Paper No. 11
Presentation Time: 11:20 AM
VOLCANIC DEBRIS FROM THE JEMEZ MOUNTAINS CONSTRAIN THE AGE, SEDIMENT-SOURCE HISTORY, AND DEFORMATION OF FLUVIAL FACIES OF THE ANCESTRAL RIO GRANDE (UPPER SANTA FE GROUP), CENTRAL ALBUQUERQUE BASIN, NEW MEXICO
The early Pleistocene Rio Grande followed the topographically lowest path in half-grabens adjacent to the active Hubbell Spring fault zone and faults farther west on Isleta Reservation. Adjacent SE-tilted blocks expose as many as 40 m of fluvial deposits with one or more angular unconformities and somewhat different stratigraphy, so units of volcanic ash, fluvially reworked ash, crossbedded pumice, clasts of rhyolitic tuff, and obsidian were sampled to determine whether similar sequences could be correlated between blocks, or whether the same volcanic materials were recycled at multiple levels on all blocks. Microprobe analyses of glass and 40Ar/39Ar ages helped differentiate between the similar-looking pumice and ash samples. Ages range from 1.71± 0.04 Ma to 1.21± 0.03 Ma. Geochemically, all the glass samples appear to be derived from a single magmatic source, but some are distinguishable by minor differences in major and minor elements, and the chemical variability within a sample (particularly Fe). Five geochemical groups of pumices were distinguished and could be correlated to samples from other areas along a 190-km reach of the Rio Grande, from Santo Domingo subbasin to Socorro constriction. Whereas some pumice compositions appear to have a limited stratigraphic range (<10 m), others recur at many levels, implying a long-term sediment source upstream. The lowest exposed pumice on two fault blocks west of the Palace-Pipeline fault zone (PPFZ) yielded an age of 1.64±0.04. Rabbit Mountain obsidian first occurs several meters above the first pumice at a level 25 m below a widespread 1-m thick reworked ash dated 1.55 ±0.08 Ma. The most impressive clasts near the top of the section are >3-m boulders of upper Bandelier Tuff (1.22 Ma).

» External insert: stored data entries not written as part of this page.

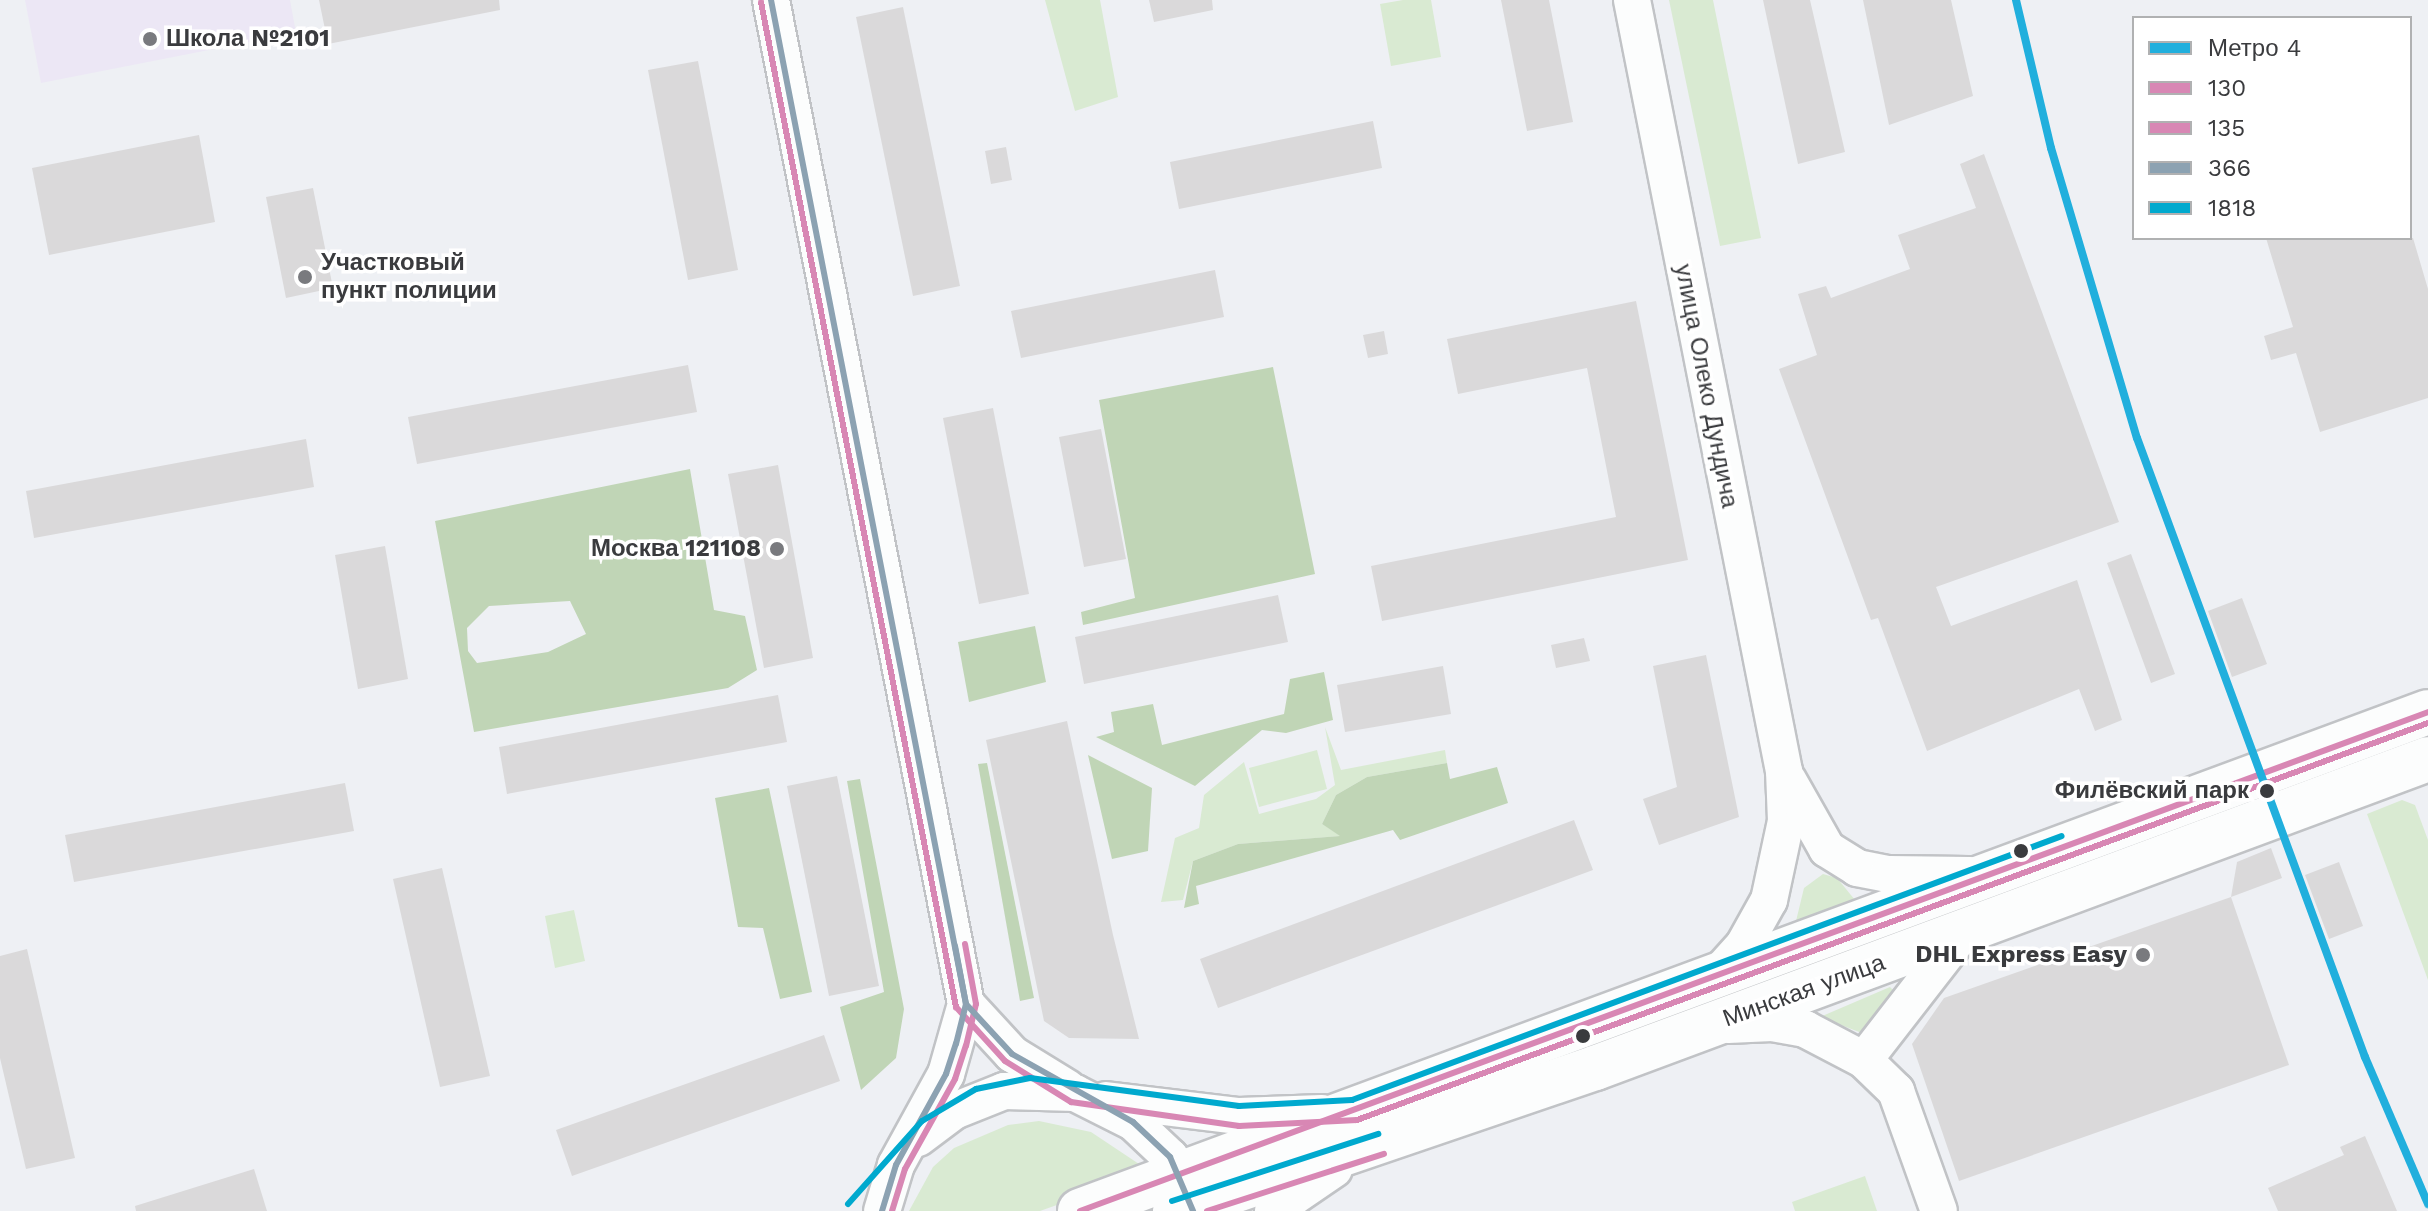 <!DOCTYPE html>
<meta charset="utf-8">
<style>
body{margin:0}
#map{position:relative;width:2428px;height:1211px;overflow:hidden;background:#eef0f4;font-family:"Work Sans",sans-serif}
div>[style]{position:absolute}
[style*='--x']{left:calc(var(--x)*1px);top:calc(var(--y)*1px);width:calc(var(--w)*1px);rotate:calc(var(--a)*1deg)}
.education>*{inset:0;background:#ece7f5}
.green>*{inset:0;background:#d9ead2}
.forest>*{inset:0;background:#c0d5b6}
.building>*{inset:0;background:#dad9da}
.roads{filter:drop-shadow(2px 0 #c1c3c6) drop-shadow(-2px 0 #c1c3c6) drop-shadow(0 2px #c1c3c6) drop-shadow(0 -2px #c1c3c6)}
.minor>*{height:36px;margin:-18px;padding:0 18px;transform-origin:18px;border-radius:18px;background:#fcfdfd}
.major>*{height:44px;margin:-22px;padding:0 22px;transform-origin:22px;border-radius:22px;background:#fcfdfd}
.bus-1>*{height:6px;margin:-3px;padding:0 3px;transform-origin:3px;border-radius:3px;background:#d887b4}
.bus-2>*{height:6px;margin:-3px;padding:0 3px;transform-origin:3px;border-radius:3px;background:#d887b4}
.bus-3>*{height:6px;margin:-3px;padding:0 3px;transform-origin:3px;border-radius:3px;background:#8ca2b2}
.bus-4>*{height:6px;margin:-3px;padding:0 3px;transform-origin:3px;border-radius:3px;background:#00a9ce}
.metro-1>*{height:8px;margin:-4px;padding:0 4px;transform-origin:4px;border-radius:4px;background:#21afdd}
.dots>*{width:22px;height:22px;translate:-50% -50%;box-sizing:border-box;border:4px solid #fff;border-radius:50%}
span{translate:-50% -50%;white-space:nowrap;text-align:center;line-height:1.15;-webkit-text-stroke:7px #fff;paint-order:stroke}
.poi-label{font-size:24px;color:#3a3b3e;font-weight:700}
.left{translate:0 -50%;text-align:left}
.right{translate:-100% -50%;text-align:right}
.street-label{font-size:24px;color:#3a3b3e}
.stop-label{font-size:24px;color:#3a3b3e;font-weight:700}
.legend{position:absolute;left:2132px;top:16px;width:280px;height:224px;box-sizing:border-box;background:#fff;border:2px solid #b0b1b2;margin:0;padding:10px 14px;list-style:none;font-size:24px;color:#3a3b3e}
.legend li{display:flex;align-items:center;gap:16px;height:40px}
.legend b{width:40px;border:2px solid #b0b1b2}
</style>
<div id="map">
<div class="education">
<i style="clip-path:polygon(25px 0,290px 0,296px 33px,41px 83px)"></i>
</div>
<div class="green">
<i style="clip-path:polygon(1045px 0,1100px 0,1118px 97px,1075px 111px)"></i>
<i style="clip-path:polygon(1403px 0,1431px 0,1441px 57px,1391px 66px,1380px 4px)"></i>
<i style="clip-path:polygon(1669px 0,1713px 0,1761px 238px,1720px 246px)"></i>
<i style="clip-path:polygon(1325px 727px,1341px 770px,1445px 750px,1447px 763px,1367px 777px,1336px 795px,1322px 824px,1341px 836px,1238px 844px,1193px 861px,1183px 900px,1161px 902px,1175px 838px,1199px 828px,1204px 795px,1244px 762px,1259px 814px,1316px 799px,1335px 785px)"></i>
<i style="clip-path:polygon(1317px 750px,1327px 789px,1259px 807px,1249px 768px)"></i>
<i style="clip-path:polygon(2402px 800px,2415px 805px,2428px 840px,2428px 980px,2367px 814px)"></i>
<i style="clip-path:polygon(1823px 874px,1837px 878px,1855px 900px,1796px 921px,1804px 888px)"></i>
<i style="clip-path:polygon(574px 910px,585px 961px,555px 968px,545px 916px)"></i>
<i style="clip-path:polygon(1890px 987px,1894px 991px,1867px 1035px,1820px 1017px)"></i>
<i style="clip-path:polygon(1039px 1121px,1091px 1132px,1145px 1168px,1141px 1175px,1040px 1211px,909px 1211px,933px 1167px,954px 1148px,1008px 1125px)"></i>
<i style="clip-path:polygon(1865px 1176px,1877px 1211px,1795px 1211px,1792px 1202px)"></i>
</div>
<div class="forest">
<i style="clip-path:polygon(1273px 367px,1315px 574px,1083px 625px,1081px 612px,1135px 598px,1099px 400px)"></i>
<i style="clip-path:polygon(evenodd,690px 469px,714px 610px,745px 616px,757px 670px,728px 688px,474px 732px,435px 521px,690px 469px,570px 601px,586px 634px,548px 652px,477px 663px,468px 651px,467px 628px,489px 606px,570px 601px)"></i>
<i style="clip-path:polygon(1035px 626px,1046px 682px,969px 702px,958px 642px)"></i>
<i style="clip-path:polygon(1324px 672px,1333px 720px,1286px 733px,1262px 730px,1195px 786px,1096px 737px,1114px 732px,1111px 712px,1153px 704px,1162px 745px,1284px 714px,1290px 679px)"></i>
<i style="clip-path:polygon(1088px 755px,1152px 788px,1148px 851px,1112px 859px)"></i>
<i style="clip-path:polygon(987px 763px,1034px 998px,1020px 1001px,978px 764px)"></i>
<i style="clip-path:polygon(1447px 763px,1450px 779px,1497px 767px,1508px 803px,1400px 840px,1393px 830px,1196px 886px,1199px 904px,1184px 908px,1193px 861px,1238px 844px,1340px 836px,1322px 824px,1336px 795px,1367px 777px)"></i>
<i style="clip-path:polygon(860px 779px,904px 1009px,896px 1058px,861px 1090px,840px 1007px,884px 992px,847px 781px)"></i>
<i style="clip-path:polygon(769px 788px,812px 992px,780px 999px,763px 928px,738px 927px,715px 798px)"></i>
</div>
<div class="building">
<i style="clip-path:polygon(319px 0,499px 0,500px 10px,328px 44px)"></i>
<i style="clip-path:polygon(1149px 0,1212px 0,1213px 10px,1154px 22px)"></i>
<i style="clip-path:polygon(1501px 0,1549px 0,1573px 122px,1527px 131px)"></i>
<i style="clip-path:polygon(1763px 0,1810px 0,1845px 152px,1798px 164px)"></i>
<i style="clip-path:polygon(1863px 0,1951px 0,1973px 96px,1889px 125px)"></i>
<i style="clip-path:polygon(903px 7px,960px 286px,913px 296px,856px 17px)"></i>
<i style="clip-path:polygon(698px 61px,738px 270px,688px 280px,648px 70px)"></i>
<i style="clip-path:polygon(1373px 121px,1382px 168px,1179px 209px,1170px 162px)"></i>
<i style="clip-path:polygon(199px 135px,215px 222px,49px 255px,32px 168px)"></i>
<i style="clip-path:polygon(1006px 147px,1012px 180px,991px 184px,985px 151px)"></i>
<i style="clip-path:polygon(1984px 154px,2119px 522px,1936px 587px,1951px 626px,2077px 580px,2122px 720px,2095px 731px,2079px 689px,1927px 751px,1878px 618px,1871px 620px,1779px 369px,1817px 355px,1798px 294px,1826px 286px,1831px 298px,1910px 269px,1898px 235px,1976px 208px,1960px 164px)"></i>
<i style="clip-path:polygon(313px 188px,333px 288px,286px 298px,266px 197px)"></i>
<i style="clip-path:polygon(2266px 238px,2413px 238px,2428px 289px,2428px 398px,2320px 432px,2296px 353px,2271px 360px,2264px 336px,2293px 327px)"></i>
<i style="clip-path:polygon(1215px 270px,1224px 317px,1021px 358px,1011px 311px)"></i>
<i style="clip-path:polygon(1636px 301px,1688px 560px,1382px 621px,1371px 566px,1616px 517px,1587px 368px,1458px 394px,1447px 339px)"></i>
<i style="clip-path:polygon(1384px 331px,1388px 354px,1368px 358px,1363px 335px)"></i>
<i style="clip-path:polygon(688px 365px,697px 412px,417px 464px,408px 417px)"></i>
<i style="clip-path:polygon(993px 408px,1029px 594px,979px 604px,943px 418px)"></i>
<i style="clip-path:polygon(1101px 429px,1126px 559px,1084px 567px,1059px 437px)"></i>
<i style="clip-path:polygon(306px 439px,314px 487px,34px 538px,26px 491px)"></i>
<i style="clip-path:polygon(778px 465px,813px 658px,764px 668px,728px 474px)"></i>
<i style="clip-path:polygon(385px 546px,408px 679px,358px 689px,335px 555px)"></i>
<i style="clip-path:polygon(2131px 554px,2175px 674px,2151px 683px,2107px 563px)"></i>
<i style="clip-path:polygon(1278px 595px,1288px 642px,1084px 684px,1075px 637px)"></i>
<i style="clip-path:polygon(2242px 598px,2267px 664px,2232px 677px,2208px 611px)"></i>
<i style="clip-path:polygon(1584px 638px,1590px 661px,1556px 668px,1551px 645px)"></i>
<i style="clip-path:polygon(1706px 655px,1739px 817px,1659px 845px,1643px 799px,1677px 787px,1653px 666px)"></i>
<i style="clip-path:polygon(1443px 666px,1451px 714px,1345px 732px,1337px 685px)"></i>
<i style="clip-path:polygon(778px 695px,787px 742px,507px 794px,499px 747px)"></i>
<i style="clip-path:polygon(1067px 721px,1113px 935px,1139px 1039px,1069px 1038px,1044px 1021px,986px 740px)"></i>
<i style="clip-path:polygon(837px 776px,879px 986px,829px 996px,787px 786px)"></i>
<i style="clip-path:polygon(345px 783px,354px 831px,74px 882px,65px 835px)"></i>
<i style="clip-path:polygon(1574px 820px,1593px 870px,1218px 1008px,1200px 959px)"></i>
<i style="clip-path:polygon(2271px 848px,2282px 878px,2231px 897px,2237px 862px)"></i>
<i style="clip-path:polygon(2339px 862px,2363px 926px,2329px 939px,2305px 875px)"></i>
<i style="clip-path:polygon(442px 868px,490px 1076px,440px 1087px,393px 879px)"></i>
<i style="clip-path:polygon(2231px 897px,2289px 1065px,1959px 1181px,1912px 1044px,1944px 998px)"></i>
<i style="clip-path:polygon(27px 949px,75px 1158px,26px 1169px,0 1058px,0 956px)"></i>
<i style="clip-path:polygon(824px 1035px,840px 1081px,572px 1176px,556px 1130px)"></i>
<i style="clip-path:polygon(2365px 1136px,2397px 1211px,2278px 1211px,2268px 1188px,2344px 1155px,2340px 1147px)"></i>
<i style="clip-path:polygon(254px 1169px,267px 1211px,136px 1211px,135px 1206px)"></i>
</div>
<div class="roads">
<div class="minor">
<i style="--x:771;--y:0;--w:1023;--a:79.01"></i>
<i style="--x:966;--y:1004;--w:73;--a:105.9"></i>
<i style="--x:946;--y:1074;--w:104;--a:118.8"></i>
<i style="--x:896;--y:1165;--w:48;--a:106.9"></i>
<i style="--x:1632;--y:0;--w:786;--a:78.85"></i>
<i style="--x:1784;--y:771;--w:50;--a:87.7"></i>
<i style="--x:1786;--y:821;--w:81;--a:102.1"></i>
<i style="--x:1769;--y:900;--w:51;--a:119.1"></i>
<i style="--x:1744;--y:945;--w:38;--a:132"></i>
<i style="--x:1788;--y:780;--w:79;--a:60.5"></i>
<i style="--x:1827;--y:849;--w:36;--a:32"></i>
<i style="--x:1857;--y:868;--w:32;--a:11"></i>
<i style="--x:1888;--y:874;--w:82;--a:0.7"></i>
<i style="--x:966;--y:1004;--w:68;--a:47.4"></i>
<i style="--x:1012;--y:1054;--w:65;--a:31.7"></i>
<i style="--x:1728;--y:1025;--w:44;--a:-2.6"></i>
<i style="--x:1772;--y:1023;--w:34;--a:10"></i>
<i style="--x:1805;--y:1029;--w:67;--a:27.7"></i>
<i style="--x:1864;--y:1060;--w:45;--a:44.1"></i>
<i style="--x:1896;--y:1091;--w:127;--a:70.3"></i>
<i style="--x:1864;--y:1060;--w:158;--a:-52.2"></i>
<i style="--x:1106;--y:1100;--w:134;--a:6.9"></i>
<i style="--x:1239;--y:1116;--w:83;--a:-2.1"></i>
<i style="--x:918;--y:1138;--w:45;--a:-36.9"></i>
<i style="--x:954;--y:1111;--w:54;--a:-21.8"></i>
<i style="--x:1004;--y:1091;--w:71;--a:1.6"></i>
<i style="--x:1075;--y:1093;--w:65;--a:26.6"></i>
<i style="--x:1133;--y:1122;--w:51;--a:43.4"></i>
<i style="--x:1170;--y:1157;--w:46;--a:64"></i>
<i style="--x:1273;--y:1211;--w:74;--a:-34.5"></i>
</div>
<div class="major">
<i style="--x:1080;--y:1211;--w:1437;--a:-20.31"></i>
<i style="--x:1175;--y:1211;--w:444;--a:-18.8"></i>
<i style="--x:1595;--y:1068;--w:888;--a:-20.35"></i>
</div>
</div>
<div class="bus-1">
<i style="--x:1080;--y:1211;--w:1437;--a:-20.31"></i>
</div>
<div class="bus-2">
<i style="--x:761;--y:2;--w:1024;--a:79.02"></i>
<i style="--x:956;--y:1007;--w:73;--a:47.8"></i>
<i style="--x:1005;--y:1061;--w:78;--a:31.8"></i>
<i style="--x:1071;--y:1102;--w:170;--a:8.1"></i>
<i style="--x:1239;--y:1126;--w:118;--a:-2.9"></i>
<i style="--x:1357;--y:1120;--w:1142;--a:-20.34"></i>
<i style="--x:892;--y:1211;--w:44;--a:-72.8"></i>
<i style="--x:905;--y:1169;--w:103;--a:-60.9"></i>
<i style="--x:955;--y:1079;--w:35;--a:-72"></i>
<i style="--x:966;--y:1046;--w:43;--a:-76.6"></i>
<i style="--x:976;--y:1004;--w:61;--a:-100.4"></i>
<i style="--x:1207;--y:1211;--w:186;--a:-17.9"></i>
</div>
<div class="bus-3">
<i style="--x:771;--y:0;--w:1023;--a:79.01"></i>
<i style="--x:966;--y:1004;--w:68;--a:47.4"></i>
<i style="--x:1012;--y:1054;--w:139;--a:29.3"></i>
<i style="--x:1133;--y:1122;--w:51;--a:43.4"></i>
<i style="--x:1170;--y:1157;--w:59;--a:66.9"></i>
<i style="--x:882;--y:1211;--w:48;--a:-73.1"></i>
<i style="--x:896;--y:1165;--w:104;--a:-61.2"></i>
<i style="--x:946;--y:1074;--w:32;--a:-72"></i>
<i style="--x:956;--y:1044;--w:41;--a:-76"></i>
<i style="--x:966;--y:1004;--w:59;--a:-100.7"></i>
</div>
<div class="bus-4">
<i style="--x:1172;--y:1201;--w:217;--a:-18"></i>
<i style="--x:848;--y:1204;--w:111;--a:-48.3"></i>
<i style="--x:922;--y:1121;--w:63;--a:-30.7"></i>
<i style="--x:976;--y:1089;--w:55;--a:-11.5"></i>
<i style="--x:1030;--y:1078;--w:211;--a:7.6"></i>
<i style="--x:1239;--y:1106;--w:113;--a:-3"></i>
<i style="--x:1352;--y:1100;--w:757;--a:-20.4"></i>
</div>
<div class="metro-1">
<i style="--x:2016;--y:0;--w:152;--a:76.7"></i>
<i style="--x:2051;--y:148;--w:302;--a:73.5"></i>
<i style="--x:2137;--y:438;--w:660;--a:69.78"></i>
<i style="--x:2365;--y:1057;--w:160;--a:66.8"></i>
</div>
<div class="dots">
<i style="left:150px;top:39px;background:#797a7e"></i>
<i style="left:305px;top:277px;background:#797a7e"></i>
<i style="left:777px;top:549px;background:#797a7e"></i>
<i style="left:2267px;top:791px;background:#3a3b3e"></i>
<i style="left:2021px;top:851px;background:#3a3b3e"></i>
<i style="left:2143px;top:955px;background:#797a7e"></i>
<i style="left:1583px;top:1036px;background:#3a3b3e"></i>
</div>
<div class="poi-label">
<span class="left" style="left:166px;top:39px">Школа №2101</span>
<span class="left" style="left:321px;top:277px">Участковый<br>пункт полиции</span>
<span class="right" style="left:761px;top:549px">Москва 121108</span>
<span class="right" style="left:2127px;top:955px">DHL Express Easy</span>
</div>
<div class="street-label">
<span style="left:1706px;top:386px;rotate:79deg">улица Олеко Дундича</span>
<span style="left:1804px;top:991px;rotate:-20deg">Минская улица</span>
</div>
<div class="stop-label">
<span class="right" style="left:2249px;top:791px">Филёвский парк</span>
</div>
<ul class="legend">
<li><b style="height:10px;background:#21afdd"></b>Метро 4</li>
<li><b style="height:10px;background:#d887b4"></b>130</li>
<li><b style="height:10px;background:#d887b4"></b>135</li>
<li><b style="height:10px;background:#8ca2b2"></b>366</li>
<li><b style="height:10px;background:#00a9ce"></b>1818</li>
</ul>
</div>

The lowest occurrence of obsidian on either side of the PPFZ on the north side of Hell Canyon indicates at least 38 m of offset since early Pleistocene time. Surface offset is about 15 m. Hanging-wall blocks west of the fault exhibit two angular unconformities, with increasingly more section removed to the west and north. Surface offset on the east-dipping McCormick Ranch fault is about 15 m as well, but the base of the obsidian-bearing unit is beneath current exposures in the graben between this fault and the Hubbell Spring fault.